Friday, November 05, 2010

Good conversations make you happier, smarter, and healthier....

Today's Post: Friday, 11-5-2010

Two recent studies came out in just the last couple of days.

One found that positive and enjoyable conversations strengthened and exercised higher cognitive functions and decision making ability while adversarial ones did not.

Interactive conversations where the people conversing asked each other questions and were responsive to the thoughts and feelings expressed also seemed to help.

The other study found that people who talked about things that interested them personally or interested the person they were speaking with and who talked about important issues tended to be happier and more satisfied with life than people who only talked about less involving issues.

These two studies add to studies showing that people who have good social networks are less likely to get any kind of mental decline, have better health, handle stress better, and feel less stressed.

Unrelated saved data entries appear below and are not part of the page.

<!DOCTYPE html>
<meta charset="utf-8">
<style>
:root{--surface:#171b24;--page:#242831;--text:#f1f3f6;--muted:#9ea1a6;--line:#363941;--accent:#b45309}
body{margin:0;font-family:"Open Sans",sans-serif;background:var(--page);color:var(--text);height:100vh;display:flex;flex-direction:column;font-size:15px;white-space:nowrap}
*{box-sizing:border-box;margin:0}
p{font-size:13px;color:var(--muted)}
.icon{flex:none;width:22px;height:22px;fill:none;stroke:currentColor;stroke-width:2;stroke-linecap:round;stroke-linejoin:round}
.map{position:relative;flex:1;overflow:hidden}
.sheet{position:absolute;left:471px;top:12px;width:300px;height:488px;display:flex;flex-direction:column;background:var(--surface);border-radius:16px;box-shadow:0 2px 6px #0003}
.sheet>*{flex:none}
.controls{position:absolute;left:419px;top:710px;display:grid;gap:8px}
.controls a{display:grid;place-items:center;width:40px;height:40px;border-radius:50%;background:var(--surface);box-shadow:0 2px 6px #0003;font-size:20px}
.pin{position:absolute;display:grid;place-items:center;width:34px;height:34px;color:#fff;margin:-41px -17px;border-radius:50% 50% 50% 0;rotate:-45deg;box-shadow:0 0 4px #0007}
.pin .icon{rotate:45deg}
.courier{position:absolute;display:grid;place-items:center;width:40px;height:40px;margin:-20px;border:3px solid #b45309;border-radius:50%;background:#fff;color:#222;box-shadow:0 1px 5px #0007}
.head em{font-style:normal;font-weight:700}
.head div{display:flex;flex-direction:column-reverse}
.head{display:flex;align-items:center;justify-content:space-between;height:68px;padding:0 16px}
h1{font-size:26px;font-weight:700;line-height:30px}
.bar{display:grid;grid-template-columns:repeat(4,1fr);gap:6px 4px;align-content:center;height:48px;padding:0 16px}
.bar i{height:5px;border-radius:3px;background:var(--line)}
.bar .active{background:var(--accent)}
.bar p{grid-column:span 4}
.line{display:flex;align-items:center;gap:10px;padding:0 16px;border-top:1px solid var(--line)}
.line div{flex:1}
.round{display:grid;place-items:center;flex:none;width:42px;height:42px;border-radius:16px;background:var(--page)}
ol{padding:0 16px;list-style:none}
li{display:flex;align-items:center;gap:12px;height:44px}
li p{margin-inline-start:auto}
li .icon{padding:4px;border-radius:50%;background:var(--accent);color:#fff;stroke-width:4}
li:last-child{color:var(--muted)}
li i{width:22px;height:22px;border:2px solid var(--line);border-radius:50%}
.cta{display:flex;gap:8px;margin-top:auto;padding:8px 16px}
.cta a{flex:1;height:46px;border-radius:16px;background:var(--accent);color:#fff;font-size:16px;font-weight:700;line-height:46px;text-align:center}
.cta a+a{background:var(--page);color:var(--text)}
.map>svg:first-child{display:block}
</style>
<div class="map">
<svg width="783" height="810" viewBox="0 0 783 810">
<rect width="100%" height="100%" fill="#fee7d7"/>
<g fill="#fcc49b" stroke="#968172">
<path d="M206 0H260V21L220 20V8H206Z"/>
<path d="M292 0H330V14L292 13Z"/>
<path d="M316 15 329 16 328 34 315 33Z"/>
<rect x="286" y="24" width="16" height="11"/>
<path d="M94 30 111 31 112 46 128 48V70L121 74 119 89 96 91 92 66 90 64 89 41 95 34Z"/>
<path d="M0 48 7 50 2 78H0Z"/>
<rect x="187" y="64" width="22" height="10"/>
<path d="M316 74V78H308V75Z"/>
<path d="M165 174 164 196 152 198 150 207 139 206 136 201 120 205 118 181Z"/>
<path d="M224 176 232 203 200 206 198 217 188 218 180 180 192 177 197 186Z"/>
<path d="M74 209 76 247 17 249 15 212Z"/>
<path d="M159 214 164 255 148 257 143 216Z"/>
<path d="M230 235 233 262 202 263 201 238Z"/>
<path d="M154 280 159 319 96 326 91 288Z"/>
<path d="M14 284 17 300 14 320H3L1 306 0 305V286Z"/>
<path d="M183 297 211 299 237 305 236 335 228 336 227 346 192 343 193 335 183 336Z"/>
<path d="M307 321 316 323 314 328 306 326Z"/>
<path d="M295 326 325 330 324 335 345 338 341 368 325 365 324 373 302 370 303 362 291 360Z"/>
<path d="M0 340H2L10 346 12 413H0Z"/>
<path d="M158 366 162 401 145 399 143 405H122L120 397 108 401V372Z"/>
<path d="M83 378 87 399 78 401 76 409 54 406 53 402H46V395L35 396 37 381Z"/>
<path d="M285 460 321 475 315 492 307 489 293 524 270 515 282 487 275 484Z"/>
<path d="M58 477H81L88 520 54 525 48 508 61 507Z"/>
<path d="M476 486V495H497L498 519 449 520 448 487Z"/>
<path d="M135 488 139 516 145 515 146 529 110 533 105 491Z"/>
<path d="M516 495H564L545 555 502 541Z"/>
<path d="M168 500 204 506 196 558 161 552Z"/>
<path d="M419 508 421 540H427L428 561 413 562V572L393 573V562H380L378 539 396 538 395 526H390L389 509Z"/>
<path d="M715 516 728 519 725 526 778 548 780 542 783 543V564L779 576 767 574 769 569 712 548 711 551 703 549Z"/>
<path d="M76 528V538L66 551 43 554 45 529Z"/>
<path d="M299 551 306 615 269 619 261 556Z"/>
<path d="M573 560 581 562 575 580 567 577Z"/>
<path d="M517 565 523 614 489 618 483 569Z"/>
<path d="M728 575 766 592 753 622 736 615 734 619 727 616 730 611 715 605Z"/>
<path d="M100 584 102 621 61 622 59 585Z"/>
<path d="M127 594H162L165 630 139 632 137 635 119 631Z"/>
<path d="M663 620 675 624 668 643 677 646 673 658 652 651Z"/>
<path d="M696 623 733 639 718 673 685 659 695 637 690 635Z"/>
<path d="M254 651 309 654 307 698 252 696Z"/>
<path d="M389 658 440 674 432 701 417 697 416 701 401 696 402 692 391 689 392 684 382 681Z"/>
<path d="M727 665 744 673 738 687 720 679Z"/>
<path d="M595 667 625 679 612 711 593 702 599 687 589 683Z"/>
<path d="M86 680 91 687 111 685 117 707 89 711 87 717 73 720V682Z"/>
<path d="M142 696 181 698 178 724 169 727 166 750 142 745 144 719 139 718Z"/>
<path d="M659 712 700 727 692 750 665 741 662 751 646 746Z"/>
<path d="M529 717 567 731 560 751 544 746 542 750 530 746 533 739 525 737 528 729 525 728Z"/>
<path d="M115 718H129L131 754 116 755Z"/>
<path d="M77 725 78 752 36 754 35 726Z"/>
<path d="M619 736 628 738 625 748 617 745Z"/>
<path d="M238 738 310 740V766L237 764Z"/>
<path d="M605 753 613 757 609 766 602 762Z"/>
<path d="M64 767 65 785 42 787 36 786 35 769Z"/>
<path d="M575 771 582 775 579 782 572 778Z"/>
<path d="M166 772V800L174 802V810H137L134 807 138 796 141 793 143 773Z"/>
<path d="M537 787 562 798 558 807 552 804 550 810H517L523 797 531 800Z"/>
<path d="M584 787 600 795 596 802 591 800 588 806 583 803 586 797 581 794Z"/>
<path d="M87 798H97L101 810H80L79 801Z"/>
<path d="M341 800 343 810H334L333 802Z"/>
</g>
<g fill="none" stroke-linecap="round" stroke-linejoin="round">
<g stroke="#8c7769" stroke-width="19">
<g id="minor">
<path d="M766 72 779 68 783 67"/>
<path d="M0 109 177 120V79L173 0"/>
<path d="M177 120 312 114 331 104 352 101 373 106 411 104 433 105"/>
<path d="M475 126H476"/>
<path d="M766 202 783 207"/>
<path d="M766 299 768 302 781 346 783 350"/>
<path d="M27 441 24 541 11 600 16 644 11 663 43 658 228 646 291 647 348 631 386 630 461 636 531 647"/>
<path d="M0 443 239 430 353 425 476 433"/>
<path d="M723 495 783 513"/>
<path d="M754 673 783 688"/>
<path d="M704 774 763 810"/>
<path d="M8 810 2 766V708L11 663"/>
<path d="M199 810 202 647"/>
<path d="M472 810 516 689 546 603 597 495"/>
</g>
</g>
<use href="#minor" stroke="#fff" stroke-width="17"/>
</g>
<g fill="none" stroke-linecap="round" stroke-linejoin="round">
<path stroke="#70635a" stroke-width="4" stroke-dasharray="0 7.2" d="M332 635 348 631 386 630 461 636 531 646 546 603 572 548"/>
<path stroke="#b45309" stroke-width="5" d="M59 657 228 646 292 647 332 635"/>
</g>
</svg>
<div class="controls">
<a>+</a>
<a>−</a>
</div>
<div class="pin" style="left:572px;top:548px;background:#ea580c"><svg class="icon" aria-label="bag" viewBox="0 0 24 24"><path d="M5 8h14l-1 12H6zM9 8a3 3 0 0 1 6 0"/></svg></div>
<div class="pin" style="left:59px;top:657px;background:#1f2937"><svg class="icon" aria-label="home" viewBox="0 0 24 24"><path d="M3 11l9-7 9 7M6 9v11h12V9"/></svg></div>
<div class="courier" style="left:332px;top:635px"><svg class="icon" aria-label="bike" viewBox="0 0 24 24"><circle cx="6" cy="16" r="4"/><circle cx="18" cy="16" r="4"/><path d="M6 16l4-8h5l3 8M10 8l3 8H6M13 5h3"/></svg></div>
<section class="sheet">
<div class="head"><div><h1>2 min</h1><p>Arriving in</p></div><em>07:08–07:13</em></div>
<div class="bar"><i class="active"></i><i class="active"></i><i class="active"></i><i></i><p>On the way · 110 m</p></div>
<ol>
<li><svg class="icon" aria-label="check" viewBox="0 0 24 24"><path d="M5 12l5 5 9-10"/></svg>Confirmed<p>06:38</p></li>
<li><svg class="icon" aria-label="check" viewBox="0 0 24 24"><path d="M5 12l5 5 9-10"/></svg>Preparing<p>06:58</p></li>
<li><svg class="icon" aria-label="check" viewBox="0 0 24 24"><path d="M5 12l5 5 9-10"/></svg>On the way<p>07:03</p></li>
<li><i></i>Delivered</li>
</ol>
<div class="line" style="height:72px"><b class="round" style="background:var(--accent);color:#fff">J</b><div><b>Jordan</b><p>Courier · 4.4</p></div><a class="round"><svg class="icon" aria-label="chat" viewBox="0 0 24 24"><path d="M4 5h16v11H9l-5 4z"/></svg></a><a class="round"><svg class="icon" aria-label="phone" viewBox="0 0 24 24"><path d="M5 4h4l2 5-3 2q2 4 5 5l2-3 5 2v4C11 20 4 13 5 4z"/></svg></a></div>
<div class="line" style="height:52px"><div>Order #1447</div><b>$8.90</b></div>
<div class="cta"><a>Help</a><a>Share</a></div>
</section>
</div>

Other studies have found that people who actively socialize tend to be less likely to get or stay depressed.

And, other studies have found that even though conversation feels easy most of the time, it engages your brain and causes it to work hard as much as solving chess problems or complex academic or work problems.

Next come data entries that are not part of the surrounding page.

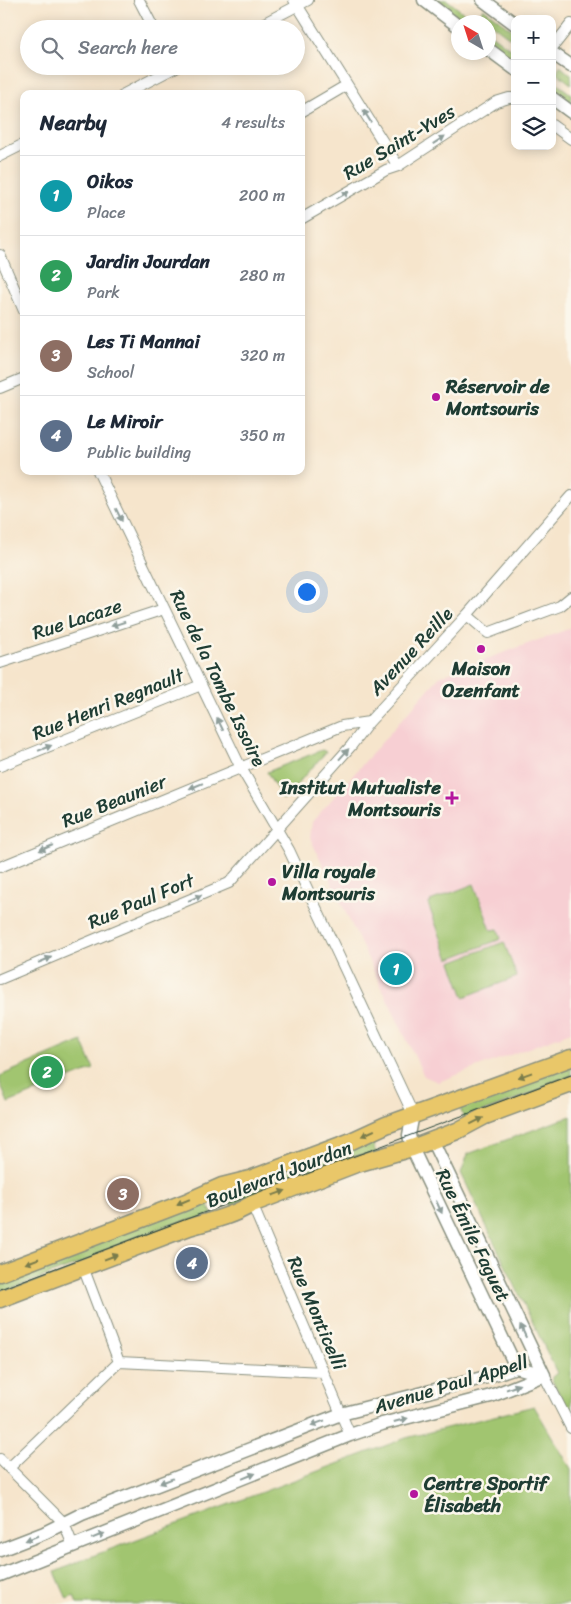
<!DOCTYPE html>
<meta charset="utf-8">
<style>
:root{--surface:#fff;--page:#f6f6f7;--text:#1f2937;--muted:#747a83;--line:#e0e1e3;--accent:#b5179e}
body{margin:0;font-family:Sriracha,sans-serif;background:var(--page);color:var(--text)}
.controls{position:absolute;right:15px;top:15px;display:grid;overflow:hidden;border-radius:10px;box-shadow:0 2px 12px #0003}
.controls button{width:45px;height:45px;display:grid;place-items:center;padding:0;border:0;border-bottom:1px solid var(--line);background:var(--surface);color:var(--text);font:25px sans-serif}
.compass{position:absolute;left:451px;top:15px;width:45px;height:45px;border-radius:50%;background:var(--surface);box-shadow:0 2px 12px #0003;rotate:321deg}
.you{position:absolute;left:306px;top:591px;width:18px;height:18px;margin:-12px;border:4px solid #fff;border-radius:50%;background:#1a73e8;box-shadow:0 0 0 8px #1a73e833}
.badge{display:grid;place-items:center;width:32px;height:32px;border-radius:50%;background:var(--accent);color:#fff;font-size:16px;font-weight:700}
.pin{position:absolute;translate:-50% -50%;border:2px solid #fff;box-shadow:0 1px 5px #0006}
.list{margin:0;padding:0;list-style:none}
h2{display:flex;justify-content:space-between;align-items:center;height:65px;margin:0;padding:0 20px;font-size:21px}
h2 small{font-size:16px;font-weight:400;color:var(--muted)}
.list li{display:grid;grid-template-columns:32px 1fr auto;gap:15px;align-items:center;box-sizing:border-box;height:80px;padding:0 20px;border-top:1px solid var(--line)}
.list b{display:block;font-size:19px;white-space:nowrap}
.list p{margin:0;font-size:16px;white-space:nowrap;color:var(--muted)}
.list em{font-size:16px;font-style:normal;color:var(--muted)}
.icon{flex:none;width:28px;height:28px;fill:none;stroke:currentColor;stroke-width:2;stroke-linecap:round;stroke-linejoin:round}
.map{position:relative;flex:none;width:571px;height:1604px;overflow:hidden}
.search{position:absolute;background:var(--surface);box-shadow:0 2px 12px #0003;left:20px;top:20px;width:285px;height:55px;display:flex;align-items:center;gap:12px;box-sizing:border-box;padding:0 18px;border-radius:28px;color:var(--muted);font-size:19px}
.panel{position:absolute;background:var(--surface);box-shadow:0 2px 12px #0003;left:20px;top:90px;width:285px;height:385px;border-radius:10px}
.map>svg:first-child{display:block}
</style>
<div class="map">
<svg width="571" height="1604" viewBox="0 0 571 1604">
<rect width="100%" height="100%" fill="#fbf7ec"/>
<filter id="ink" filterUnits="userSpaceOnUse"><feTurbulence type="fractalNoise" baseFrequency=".02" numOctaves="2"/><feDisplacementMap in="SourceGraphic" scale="10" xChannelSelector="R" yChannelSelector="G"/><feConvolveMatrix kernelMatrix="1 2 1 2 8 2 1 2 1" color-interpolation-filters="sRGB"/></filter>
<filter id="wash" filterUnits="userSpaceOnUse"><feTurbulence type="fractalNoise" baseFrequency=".0096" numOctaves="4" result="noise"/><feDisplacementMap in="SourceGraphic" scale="20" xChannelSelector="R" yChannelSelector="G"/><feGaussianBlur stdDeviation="1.12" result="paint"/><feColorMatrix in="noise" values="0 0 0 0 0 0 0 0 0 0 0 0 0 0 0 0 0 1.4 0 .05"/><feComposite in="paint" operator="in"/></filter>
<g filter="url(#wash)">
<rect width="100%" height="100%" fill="#f6e5cc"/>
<path fill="#f7cfd3" d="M571,628V1032L438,1082L424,1076L310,838L312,822L440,676Z"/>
<path fill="#a1c56f" stroke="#608152" d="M434,0H447L465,14V16L461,21Z
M483,8L515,32V42L480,15Z
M488,32L515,52V61L489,41Z
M560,66L571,75V84L557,73Z
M552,80L571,94V104L552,90Z
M322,750L326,752L283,800L267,772Z
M474,884L491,930L498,929L501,939L449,959L428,904L431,903L430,901Z
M504,942L517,977L464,997L451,962Z
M82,1041L94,1069L8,1103L0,1083V1076Z
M571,1064V1079L464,1119L459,1105Z
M571,1116V1417L552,1380V1377L557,1373L461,1173L468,1154Z
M371,1140L376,1152L232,1206L227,1194Z
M207,1201L212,1214L0,1293V1277Z
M534,1406L571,1469V1604H77L74,1596L67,1599L55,1572L87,1558L406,1438Z"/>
</g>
<g filter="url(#ink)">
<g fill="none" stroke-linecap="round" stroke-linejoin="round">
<g stroke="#8a9180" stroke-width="12">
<path id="minor" d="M139,0L154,29
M294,0L398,166
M253,29L308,0
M552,48L571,24
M124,94L178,66
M301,112L347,85
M552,125L571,139
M0,156L24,144
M301,219L386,170L398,166L496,102L509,98H515
M0,255L24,311
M0,388L24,378
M98,471L241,768L289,850L413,1114
M467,615L488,633L560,606L571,597
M0,663L164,609
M0,766L201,685
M0,867L342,726L369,722
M0,979L229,883L351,746L369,722L467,615L571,496
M252,1204L350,1435
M83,1267L119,1362
M544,1375L571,1428
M0,1459L64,1523L73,1546
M9,1468L119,1362L323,1372"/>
</g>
<g stroke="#8a9180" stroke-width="15">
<path id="tertiary" d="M424,0L458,26
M483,0L515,24
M488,49L515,69
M552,53L571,66
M552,98L571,112
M413,1114L409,1135L412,1148L516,1367
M432,1140L544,1375
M0,1550L44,1533L82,1514L341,1414L486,1377L516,1367L544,1375
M0,1575L350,1435L382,1424L491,1396L544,1375"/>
</g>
<g stroke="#8a9180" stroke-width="19">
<path id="primary" d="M0,1273L186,1202L222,1186L250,1179L349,1142L386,1125L571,1058
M0,1299L189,1227C211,1221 232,1216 252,1204L356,1164L412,1148L457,1131L485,1116L571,1084"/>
</g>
<use href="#minor" stroke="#fff" stroke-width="10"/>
<use href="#tertiary" stroke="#fff" stroke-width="12"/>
<use href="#primary" stroke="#e9c769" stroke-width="16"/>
<path stroke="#1f3d34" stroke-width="1" d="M0,1289L571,1075"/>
</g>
<defs><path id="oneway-solid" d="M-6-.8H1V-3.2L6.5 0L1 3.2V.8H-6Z" transform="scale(1.25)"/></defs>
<g fill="#8f9e9a">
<use href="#oneway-solid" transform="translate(367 116) rotate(-122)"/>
<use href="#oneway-solid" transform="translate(439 140) rotate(-33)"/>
<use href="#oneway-solid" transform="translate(343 195) rotate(-30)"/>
<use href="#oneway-solid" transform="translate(119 515) rotate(64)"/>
<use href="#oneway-solid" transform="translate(118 624) rotate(162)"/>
<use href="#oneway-solid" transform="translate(220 724) rotate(-116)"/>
<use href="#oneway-solid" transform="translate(45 748) rotate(-22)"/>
<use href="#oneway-solid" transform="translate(344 754) rotate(-48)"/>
<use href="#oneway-solid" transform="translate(196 786) rotate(158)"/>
<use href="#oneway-solid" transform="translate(46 848) rotate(158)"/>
<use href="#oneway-solid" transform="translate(195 898) rotate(-23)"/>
<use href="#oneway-solid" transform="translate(45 960) rotate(-23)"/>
<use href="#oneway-solid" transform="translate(439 1207) rotate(65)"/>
<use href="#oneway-solid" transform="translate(523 1331) rotate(-115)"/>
<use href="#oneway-solid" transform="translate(513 1387) rotate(-21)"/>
<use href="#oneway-solid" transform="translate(401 1420) rotate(-15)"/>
<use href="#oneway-solid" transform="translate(318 1423) rotate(160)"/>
<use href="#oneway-solid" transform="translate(249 1476) rotate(-22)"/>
<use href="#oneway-solid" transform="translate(166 1481) rotate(159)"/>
<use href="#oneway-solid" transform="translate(98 1536) rotate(-22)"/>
<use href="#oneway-solid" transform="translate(32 1538) rotate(159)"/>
</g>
<g fill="#7a7b4c">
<use href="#oneway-solid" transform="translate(525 1075) rotate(160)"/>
<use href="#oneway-solid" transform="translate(477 1121) rotate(-26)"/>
<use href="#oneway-solid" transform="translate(368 1133) rotate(155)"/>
<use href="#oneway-solid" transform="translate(279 1193) rotate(-20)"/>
<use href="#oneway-solid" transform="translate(183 1202) rotate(157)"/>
<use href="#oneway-solid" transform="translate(111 1257) rotate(-21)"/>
<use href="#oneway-solid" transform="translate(32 1261) rotate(159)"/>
</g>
</g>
<g fill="#b5179e" stroke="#fbf7ec" stroke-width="2">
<circle cx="436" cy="397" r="5"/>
<circle cx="481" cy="649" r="5"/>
<path d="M449.5 790.5h5v5h5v5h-5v5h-5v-5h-5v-5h5z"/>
<circle cx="272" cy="882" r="5"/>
<circle cx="414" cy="1494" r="5"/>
</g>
<g text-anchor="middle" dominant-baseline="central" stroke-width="5" stroke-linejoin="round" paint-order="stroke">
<g font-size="19" fill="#1f3d34" stroke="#fbf7ec">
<text transform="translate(399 142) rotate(-31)">Rue Saint-Yves</text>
<text transform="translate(77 619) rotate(-18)">Rue Lacaze</text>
<text transform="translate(411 651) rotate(-47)">Avenue Reille</text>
<text transform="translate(218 678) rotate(64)">Rue de la Tombe Issoire</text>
<text transform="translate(108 704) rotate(-22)">Rue Henri Regnault</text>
<text transform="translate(114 801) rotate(-22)">Rue Beaunier</text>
<text transform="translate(141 901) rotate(-23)">Rue Paul Fort</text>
<text transform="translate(279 1174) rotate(-21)">Boulevard Jourdan</text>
<text transform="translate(473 1235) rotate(64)">Rue Émile Faguet</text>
<text transform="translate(317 1313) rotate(67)">Rue Monticelli</text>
<text transform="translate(451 1384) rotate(-17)">Avenue Paul Appell</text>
</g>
<g font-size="19" font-weight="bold" fill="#1f3d34" stroke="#fbf7ec" text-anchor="start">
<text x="446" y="386">Réservoir de<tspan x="446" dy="22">Montsouris</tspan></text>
<text x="481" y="668" text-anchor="middle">Maison<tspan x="481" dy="22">Ozenfant</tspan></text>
<text x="441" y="787" text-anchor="end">Institut Mutualiste<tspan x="441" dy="22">Montsouris</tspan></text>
<text x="282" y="871">Villa royale<tspan x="282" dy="22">Montsouris</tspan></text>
<text x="424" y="1483">Centre Sportif<tspan x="424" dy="22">Élisabeth</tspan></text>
</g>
</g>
</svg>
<div class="controls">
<button>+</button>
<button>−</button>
<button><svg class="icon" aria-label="layers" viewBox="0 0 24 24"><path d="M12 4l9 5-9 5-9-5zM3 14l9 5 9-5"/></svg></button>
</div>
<svg class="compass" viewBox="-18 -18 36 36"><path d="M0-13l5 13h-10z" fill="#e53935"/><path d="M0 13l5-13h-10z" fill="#747a83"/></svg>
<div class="you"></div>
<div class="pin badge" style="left:396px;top:969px;background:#0f9aa8">1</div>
<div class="pin badge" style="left:47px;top:1072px;background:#2e9e5b">2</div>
<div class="pin badge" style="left:123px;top:1194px;background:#8d6e63">3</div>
<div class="pin badge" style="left:192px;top:1263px;background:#5c6f8a">4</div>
<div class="search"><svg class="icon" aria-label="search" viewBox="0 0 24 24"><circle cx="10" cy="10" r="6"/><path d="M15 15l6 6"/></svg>Search here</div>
<section class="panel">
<h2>Nearby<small>4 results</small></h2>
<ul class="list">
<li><span class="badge" style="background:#0f9aa8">1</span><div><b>Oikos</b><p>Place</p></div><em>200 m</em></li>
<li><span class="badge" style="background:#2e9e5b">2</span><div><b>Jardin Jourdan</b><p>Park</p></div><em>280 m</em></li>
<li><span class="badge" style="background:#8d6e63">3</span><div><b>Les Ti Mannai</b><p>School</p></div><em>320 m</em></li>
<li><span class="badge" style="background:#5c6f8a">4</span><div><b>Le Miroir</b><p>Public building</p></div><em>350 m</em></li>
</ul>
</section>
</div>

It seems that people practice it so much from an early age, it feels easy. But you are actually far more skilled and work your brain far more to do it than most people can imagine.

This is clearly one of the reasons that conversations and a strong social network prevent mental decline.

Physical exercise is beneficial and needed to keep your brain in good shape too. But conversation has been shown to be a good direct workout for your brain to keep it in shape.

Here are some tips I’ve found useful for having good conversations.

(I’ve also credited the people I learned them from.)

1. I grew up from when I was born to about age 3 mostly living in my Mom’s home with my Mom, her parents, her grandfather, and her unmarried aunt.

Each of them was bright and liked to talk. They talked to each other when I was there watching. And, they talked to me.

That clearly has made it easier for me to converse with people than it is for many people as I learned the skills at a very young age much the same the way people learn their native language.

But, even if you didn’t grow up with a background like that, you can use the same method!

Just watch the people around you. From time to time you’ll find people who converse well, like to talk, who are clearly bright people, or who talk about things that interest you.

Look for such people. And, when you find them, talk to them and get to know them a bit. You’ll get practice conversing with people who are already good at it; you’ll automatically pick up some skills by seeing them in action; and you’ll acquire even more of the skills too as you do more of conversations with such people.

2. If you learn well from books and don’t hate sales or business, check out or better yet, buy a copy of David Schwartz’s book the Magic of Thinking Big.

It is sales and business oriented. And since it was written in the early to mid 1950’s some of the world he lived in and the examples he used are more than a bit dated.

But his book may be the single best book ever written on the strategy of meeting people, starting conversations, and having good things happen by “thinking right towards people.”

If you think of reasons why you like someone or respect their strengths or interests you share with them or those ways that you are alike and simply turn off or never turn on the reverse of these, your conversation with them and your relationship with them will be better. It will be dramatically better with some people and possible at all with others if you do this.

He learned these skills from his Mom. He found they worked well in business and when he used them he got good results. He also saw how badly things went for people who didn’t use them or know them – and for those who did the reverse instead!

If you read his book and practice his skills as I have, you’ll be able to meet people well most of the time and converse well.

3. Social scientists also have found that asking people questions, particularly about things that interest them, being quickly responsive to what they say, and making encouraging sounds or rewarding remarks are very powerful skills.

Comments such as: “Oh really!” “Hmmn” “OK” “Got it.” “Exactly right.” and “Precisely so.” are very brief but enormously powerful. Learn to use them well and you will benefit in dozens of ways.

Saying something brief in a friendly way and then asking them a related and short question in a friendly way that they need to think about a bit to answer and cannot be answered yes or no is also very involving. How do you handle that? What are your views on that? and similar questions are not long to ask and if you volunteer something first and are friendly in how you ask, you usually get a good response.

I even met a man once who taught me something very valuable.

What if you run across someone you remember and even liked but you have totally forgotten their name?

Here’s what he did: As soon as he saw me, he smiled and said, “It’s really good to see you again.”

By starting on this positive note, our conversation went well and he was able to learn why I was there to see him and to re-learn my name without any strain or effort.

4. Learn what things you converse well with the people you speak to and what things don’t seem to work. Value them and enjoy speaking to them for those things. But see them less if they ask for more than you are comfortable with. And, forgive them and don’t push it, if you find they are uncomfortable with some things you’d like more of from them that don’t work for them.

The writer who goes by the pen name Michael Masterson wrote an essay on this. He found that he has many kinds of friends and when both he and they did this, the conversation and the friendship went well even if it only had certain areas where it went well. But if either he or his friend asked for things the other was not comfortable with and persisted, it tended to end the conversation and the friendship.

The key thing to remember is that positive conversations on subjects you or the person you are speaking with like or think important will make you smarter, happier, and healthier.

And, the more often you do this, the better at it you get and the better it works.